'De-Identifying' Student Data Is Key for Protecting Privacy
School districts and the companies that work with them need to put a greater emphasis on ensuring that the massive amounts of student data collected every year are cleared of identifying information before records are shared or released to outside organizations.
While many districts and vendors are contemplating how to keep student information confidential, the “de-identification” of sensitive student data is not always technically simple to do, and a lack of resources means some districts are ill-equipped for the task, said Jules Polonetsky, the executive director of the Future of Privacy Forum.

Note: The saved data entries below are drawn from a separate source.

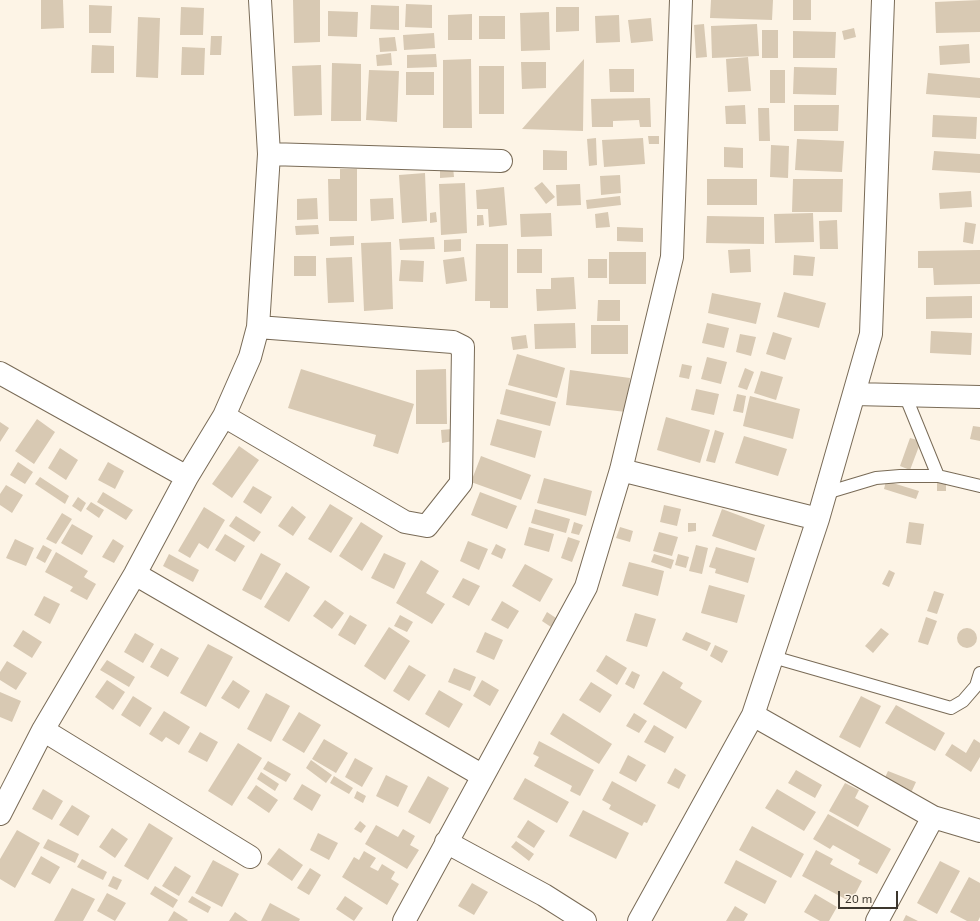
<!DOCTYPE html>
<style>
body{margin:0}
#map{position:relative;width:980px;height:921px;overflow:hidden;background:#fdf4e6;font-family:"Exo 2",sans-serif}
canvas{display:block}
.scale{position:absolute;left:838px;top:891px;width:60px;height:18px;box-sizing:border-box;border:2px solid #3c362d;border-top:0;padding-left:5px;font-size:12px;line-height:14px;white-space:nowrap;color:#3c362d;-webkit-text-stroke:3px #fdf4e6;paint-order:stroke}
</style>
<div id="map">
<canvas width="980" height="921"></canvas>
<div class="scale">20 m</div>
</div>
<script>
const c = document.querySelector('canvas').getContext('2d');
c.lineJoin = 'round';
function paint(path, color) { c.fillStyle = color; c.fill(path, 'evenodd'); }
const toPath = rows => new Path2D(rows.map(r => 'M' + r).join(''));
function strokePath(path, color, width, dash) { c.strokeStyle = color; c.lineWidth = width; c.lineCap = dash ? 'butt' : 'round'; c.setLineDash(dash || []); c.stroke(path); }
paint(toPath([
 [41,0,63,0,64,28,41,29],
 [293,0,320,0,320,42,294,43],
 [711,0,773,0,772,20,710,18],
 [793,0,811,0,811,20,793,20],
 [980,0,980,32,936,33,935,2],
 [406,4,432,5,432,28,405,27],
 [89,5,112,6,111,33,89,33],
 [371,5,399,6,399,30,370,29],
 [181,7,204,8,203,35,180,35],
 [556,7,579,7,579,31,556,32],
 [328,11,358,12,357,37,328,36],
 [549,12,550,50,521,51,520,13],
 [472,14,472,40,448,40,448,15],
 [619,15,620,42,596,43,595,16],
 [479,16,505,16,505,39,479,39],
 [138,17,160,18,158,78,136,77],
 [651,18,653,41,631,43,628,20],
 [704,24,707,57,696,58,694,25],
 [757,24,759,56,712,58,711,26],
 [854,28,856,37,844,40,842,31],
 [762,30,778,30,778,58,762,58],
 [793,31,836,32,835,58,793,58],
 [434,33,435,48,404,50,403,35],
 [211,36,222,36,221,55,210,55],
 [395,37,397,51,380,52,379,38],
 [969,44,970,63,940,65,939,46],
 [92,45,114,46,114,73,91,73],
 [182,47,205,48,204,75,181,75],
 [391,53,392,65,377,66,376,55],
 [436,54,437,67,407,68,407,55],
 [748,57,751,91,728,92,726,59],
 [471,59,472,128,443,128,443,60],
 [584,59,583,131,522,129,557,89],
 [521,62,546,62,546,88,522,89],
 [332,63,361,64,361,121,331,121],
 [321,65,322,115,294,116,292,66],
 [479,66,504,66,504,114,479,114],
 [794,67,837,68,836,95,793,94],
 [609,69,634,69,634,92,610,92],
 [369,70,399,71,397,122,366,120],
 [770,70,785,70,785,103,770,103],
 [406,72,434,72,434,95,406,95],
 [928,73,980,78,980,98,926,94],
 [650,98,651,127,640,127,639,120,613,121,613,127,592,127,591,99],
 [745,105,746,124,726,124,725,106],
 [794,105,839,105,838,131,794,131],
 [758,108,769,108,770,141,759,141],
 [933,115,977,117,976,139,932,137],
 [648,136,659,136,659,144,649,144],
 [596,138,597,165,589,166,587,139],
 [643,138,645,164,604,167,602,140],
 [797,139,844,141,842,172,795,170],
 [771,145,789,146,788,178,770,177],
 [724,147,743,148,743,168,724,167],
 [543,150,567,151,567,170,543,170],
 [934,151,980,154,980,173,932,170],
 [440,167,453,167,454,177,440,178],
 [340,169,357,169,357,221,329,221,328,179,340,179],
 [425,173,427,221,402,223,399,175],
 [620,175,621,193,601,195,600,176],
 [707,179,757,179,757,205,707,205],
 [793,179,843,179,842,212,792,212],
 [542,182,555,197,546,204,534,188],
 [465,183,467,233,441,235,439,184],
 [580,184,581,205,557,206,556,185],
 [504,187,507,225,489,227,488,209,477,209,476,190],
 [971,191,972,207,940,209,939,193],
 [620,196,621,205,587,209,586,200],
 [317,198,318,219,297,220,297,199],
 [393,198,394,219,371,221,370,199],
 [436,212,437,222,430,223,430,213],
 [608,212,610,227,596,228,595,214],
 [551,213,552,236,521,237,520,214],
 [813,213,814,242,775,243,774,214],
 [477,215,483,215,484,225,477,226],
 [707,216,764,217,764,244,706,243],
 [837,220,838,249,820,249,819,221],
 [965,222,976,224,973,244,963,242],
 [318,225,319,234,296,235,295,226],
 [617,227,643,228,643,242,617,241],
 [354,236,354,245,330,246,330,237],
 [434,237,435,249,400,250,399,239],
 [461,239,461,251,444,252,444,240],
 [391,242,393,309,364,311,361,243],
 [476,244,508,244,508,308,490,308,490,301,475,301],
 [517,249,542,249,542,273,517,273],
 [750,249,751,272,730,273,728,250],
 [980,250,980,284,934,285,933,268,918,268,918,251],
 [609,252,646,252,646,284,609,284],
 [794,255,815,257,813,276,793,275],
 [294,256,316,256,316,276,294,276],
 [352,257,354,302,328,303,326,258],
 [464,257,467,281,446,284,443,260],
 [588,259,607,259,607,278,588,278],
 [401,260,424,261,423,282,399,281],
 [574,277,576,309,537,311,536,289,551,289,551,278],
 [784,292,826,303,819,328,777,317],
 [712,293,761,303,756,324,708,313],
 [972,296,972,318,926,319,926,297],
 [598,300,620,300,620,321,597,321],
 [575,323,576,348,535,349,534,324],
 [707,323,729,328,724,348,702,343],
 [591,325,628,325,628,354,591,354],
 [931,331,972,333,971,355,930,353],
 [773,332,792,338,785,360,766,354],
 [740,334,756,337,751,356,736,352],
 [526,335,528,348,513,350,511,337],
 [517,354,565,368,557,398,508,385],
 [707,357,727,362,721,384,701,379],
 [682,364,692,366,689,379,679,377],
 [745,368,754,372,747,390,738,387],
 [301,369,414,404,398,454,373,446,376,435,288,408],
 [446,369,447,424,416,424,416,370],
 [570,370,630,378,626,412,566,405],
 [761,371,783,377,776,400,754,393],
 [506,389,556,402,550,426,500,414],
 [696,389,719,394,714,415,691,410],
 [737,394,746,396,743,413,733,411],
 [750,396,800,409,793,439,743,426],
 [666,417,710,430,700,463,657,450],
 [37,419,55,432,34,464,15,451],
 [497,419,542,431,535,458,490,445],
 [0,422,9,428,0,442],
 [973,426,980,427,980,441,970,439],
 [452,429,453,441,442,443,441,430],
 [715,430,724,433,715,463,706,461],
 [744,436,787,449,778,476,735,463],
 [910,438,921,441,910,470,900,466],
 [239,446,259,460,232,498,212,484],
 [60,448,78,460,66,480,48,468],
 [481,456,531,475,521,500,471,482],
 [18,462,33,472,25,484,10,475],
 [108,462,124,471,115,489,98,480],
 [40,477,69,496,65,504,35,484],
 [544,478,592,491,586,516,537,503],
 [886,481,919,491,916,499,884,489],
 [946,482,946,491,937,491,937,483],
 [6,485,23,495,12,513,0,505,0,494],
 [253,486,272,497,261,514,243,502],
 [103,492,133,510,126,520,97,502],
 [480,492,517,506,507,529,471,515],
 [78,497,86,503,81,512,72,506],
 [91,502,104,510,99,518,86,509],
 [330,504,353,518,331,553,308,539],
 [664,505,681,509,677,526,660,522],
 [292,506,306,517,293,536,278,526],
 [204,507,225,520,208,549,199,543,190,558,178,551],
 [535,509,570,519,566,533,531,523],
 [722,509,765,525,756,551,712,536],
 [62,513,72,519,56,544,46,539],
 [236,516,261,532,254,542,229,526],
 [361,522,383,536,362,571,339,556],
 [574,522,583,525,579,535,571,533],
 [909,522,924,524,921,545,906,543],
 [688,523,696,523,696,531,688,532],
 [72,524,93,536,82,555,61,543],
 [529,527,554,534,549,552,524,545],
 [620,527,633,531,630,542,616,538],
 [659,532,678,537,672,556,653,551],
 [225,534,245,546,235,562,215,550],
 [568,537,580,541,572,562,561,558],
 [15,539,34,548,26,566,6,558],
 [113,539,124,546,114,563,102,557],
 [468,541,488,549,479,570,460,561],
 [496,544,506,549,502,559,491,554],
 [43,545,52,550,45,563,36,558],
 [696,545,708,548,702,574,689,571],
 [716,547,755,558,748,583,715,573,716,569,709,567],
 [56,552,88,571,84,577,96,584,87,600,70,591,73,587,45,572],
 [261,553,281,564,261,600,242,590],
 [384,553,406,563,394,589,371,578],
 [169,554,199,570,193,582,163,566],
 [654,554,674,560,671,569,651,562],
 [678,554,689,557,686,568,675,565],
 [421,560,439,571,426,593,445,604,432,624,396,603],
 [629,562,664,571,658,596,622,586],
 [525,564,553,579,540,602,512,586],
 [889,570,895,573,889,587,882,584],
 [286,572,310,587,289,622,264,607],
 [463,578,480,586,469,606,452,597],
 [709,585,745,595,737,623,701,613],
 [934,591,944,594,937,614,927,611],
 [44,596,60,604,50,624,34,615],
 [325,600,344,613,332,629,313,616],
 [502,601,519,611,508,629,491,620],
 [547,612,556,618,551,627,542,621],
 [635,613,656,619,647,647,626,641],
 [350,615,367,625,355,645,338,635],
 [400,615,413,622,407,632,394,626],
 [926,617,937,621,928,645,918,642],
 [389,627,410,641,385,680,364,666],
 [881,628,889,634,873,653,865,646],
 '957 638a10 10 0 1 1 20 0a10 10 0 1 1-20 0Z',
 [23,630,42,642,32,658,13,646],
 [485,632,503,640,494,660,476,652],
 [686,632,711,643,707,651,682,640],
 [135,633,154,644,143,663,124,652],
 [208,644,233,657,206,707,180,693],
 [715,645,728,651,722,663,710,656],
 [161,648,179,658,168,677,150,667],
 [606,655,627,668,617,685,596,671],
 [107,660,135,677,129,687,100,670],
 [7,661,27,673,16,690,0,680,0,672],
 [409,665,426,675,409,701,393,691],
 [454,668,476,677,470,691,448,682],
 [632,671,640,675,634,689,625,684],
 [663,671,683,683,680,688,702,701,686,729,643,704],
 [107,680,125,692,113,710,95,697],
 [233,680,250,691,239,709,221,698],
 [482,680,499,690,490,706,473,696],
 [591,682,612,695,600,713,579,700],
 [439,690,463,704,449,728,425,714],
 [0,692,21,701,12,722,0,717],
 [266,693,290,706,271,742,247,729],
 [133,696,152,708,140,727,121,715],
 [861,696,881,706,860,748,839,737],
 [896,705,945,733,935,751,885,723],
 [164,711,190,727,179,745,166,737,162,742,149,734],
 [299,712,321,725,304,753,282,740],
 [563,713,612,744,599,764,550,734],
 [634,713,647,721,639,733,626,726],
 [654,725,674,737,665,753,644,742],
 [200,732,218,742,207,762,188,752],
 [324,739,348,753,336,773,312,759],
 [974,739,980,743,980,757,971,772,945,755,952,744,966,753],
 [539,741,594,770,580,796,570,791,572,786,534,766,539,757,533,754],
 [238,743,262,758,232,806,208,791],
 [628,755,646,765,636,782,619,773],
 [355,758,373,768,362,787,345,777],
 [311,760,332,775,326,783,306,768],
 [268,761,291,774,286,782,263,769],
 [675,768,686,775,679,789,667,783],
 [796,770,822,785,815,798,788,783],
 [888,771,916,782,910,795,882,784],
 [261,772,279,784,275,791,257,779],
 [386,775,408,786,398,807,376,796],
 [334,776,353,788,349,794,330,783],
 [428,776,449,788,430,824,408,812],
 [525,778,569,802,557,823,513,799],
 [612,781,656,805,647,823,644,822,642,826,609,809,611,805,602,800],
 [845,783,859,790,855,798,869,806,858,827,829,811],
 [302,784,321,795,312,811,293,799],
 [256,785,278,800,269,813,247,798],
 [43,789,63,801,52,820,32,809],
 [777,789,816,812,804,831,765,808],
 [357,791,366,796,363,803,354,798],
 [72,805,90,816,78,836,59,825],
 [583,810,629,833,616,859,569,836],
 [828,814,891,849,877,874,858,864,860,860,833,845,830,849,813,839],
 [528,820,545,831,534,848,517,837],
 [360,821,366,826,361,833,354,829],
 [149,823,173,838,148,880,124,866],
 [376,825,398,837,403,829,415,836,410,845,419,850,407,869,365,844],
 [752,826,804,854,791,878,739,850],
 [112,828,128,839,115,858,99,847],
 [17,830,40,843,15,888,0,879,0,859],
 [318,833,338,843,329,860,310,850],
 [48,839,79,854,75,863,43,848],
 [516,841,534,854,529,861,511,847],
 [279,848,303,865,292,881,267,864],
 [816,850,833,859,830,864,862,881,851,902,802,876],
 [364,851,376,858,370,867,378,871,382,864,395,872,391,879,399,884,387,905,342,877,354,857,359,860],
 [41,856,60,867,50,884,31,874],
 [82,859,107,872,103,880,77,867],
 [213,860,239,874,222,907,195,893],
 [736,860,777,881,765,904,724,883],
 [940,861,960,871,937,914,917,903],
 [175,866,191,876,179,896,162,886],
 [310,868,321,875,309,895,297,888],
 [113,876,122,880,117,890,108,886],
 [969,877,980,883,980,917,978,921,967,921,950,912],
 [472,883,488,892,474,915,458,906],
 [155,886,178,900,173,908,150,894],
 [72,888,95,899,83,921,54,921],
 [107,893,126,903,115,921,97,911],
 [815,894,837,907,829,921,820,921,804,912],
 [192,896,211,907,208,913,188,902],
 [345,896,363,908,354,921,336,909],
 [270,903,300,919,299,921,261,921],
 [735,906,748,914,744,921,726,921],
 [174,911,188,920,187,921,168,921],
 [235,912,248,921,229,921],
 [906,915,918,921,903,921]
]), '#d8c9b3');
const lane = toPath([
 [905,395,938,476],
 [826,493,876,478,900,476,938,476,980,486],
 [773,657,951,708,963,701,976,686,980,673]
]);
const street = toPath([
 [269,154,501,161],
 [0,373,187,477],
 [854,394,980,397],
 [224,416,405,522,427,526,461,483,463,347,453,342,258,327],
 [621,470,818,519],
 [135,574,483,776],
 [753,715,933,817,980,831],
 [43,730,250,857],
 [0,814,43,730,135,574,187,477,224,416,250,357,258,327,269,154,260,0],
 [446,842,544,895,585,921],
 [404,921,586,587,621,470,672,257,681,0],
 [639,921,753,715,818,519,871,334,883,0],
 [877,921,933,817]
]);
strokePath(lane, '#796b57', 14);
strokePath(street, '#796b57', 24);
strokePath(lane, '#fff', 12);
strokePath(street, '#fff', 22);
</script>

“De-identification isn’t easy,” Polonetsky said. “It’s really hard when you’re dealing with an open system like schools, where parents, volunteers, and teachers need access to student data for collaboration, but at the same time we want the best standards of privacy control.”
To shed light on the legal and technical gray area involving the sharing and use of student data, the forum released a paper this month on the de-identification of sensitive student information.
Ideally, that process involves purging student records of any information directly linked to an individual student, as well as removing or obscuring any indirect information that could allow others to figure out who a student is, before the records are shared with a third party.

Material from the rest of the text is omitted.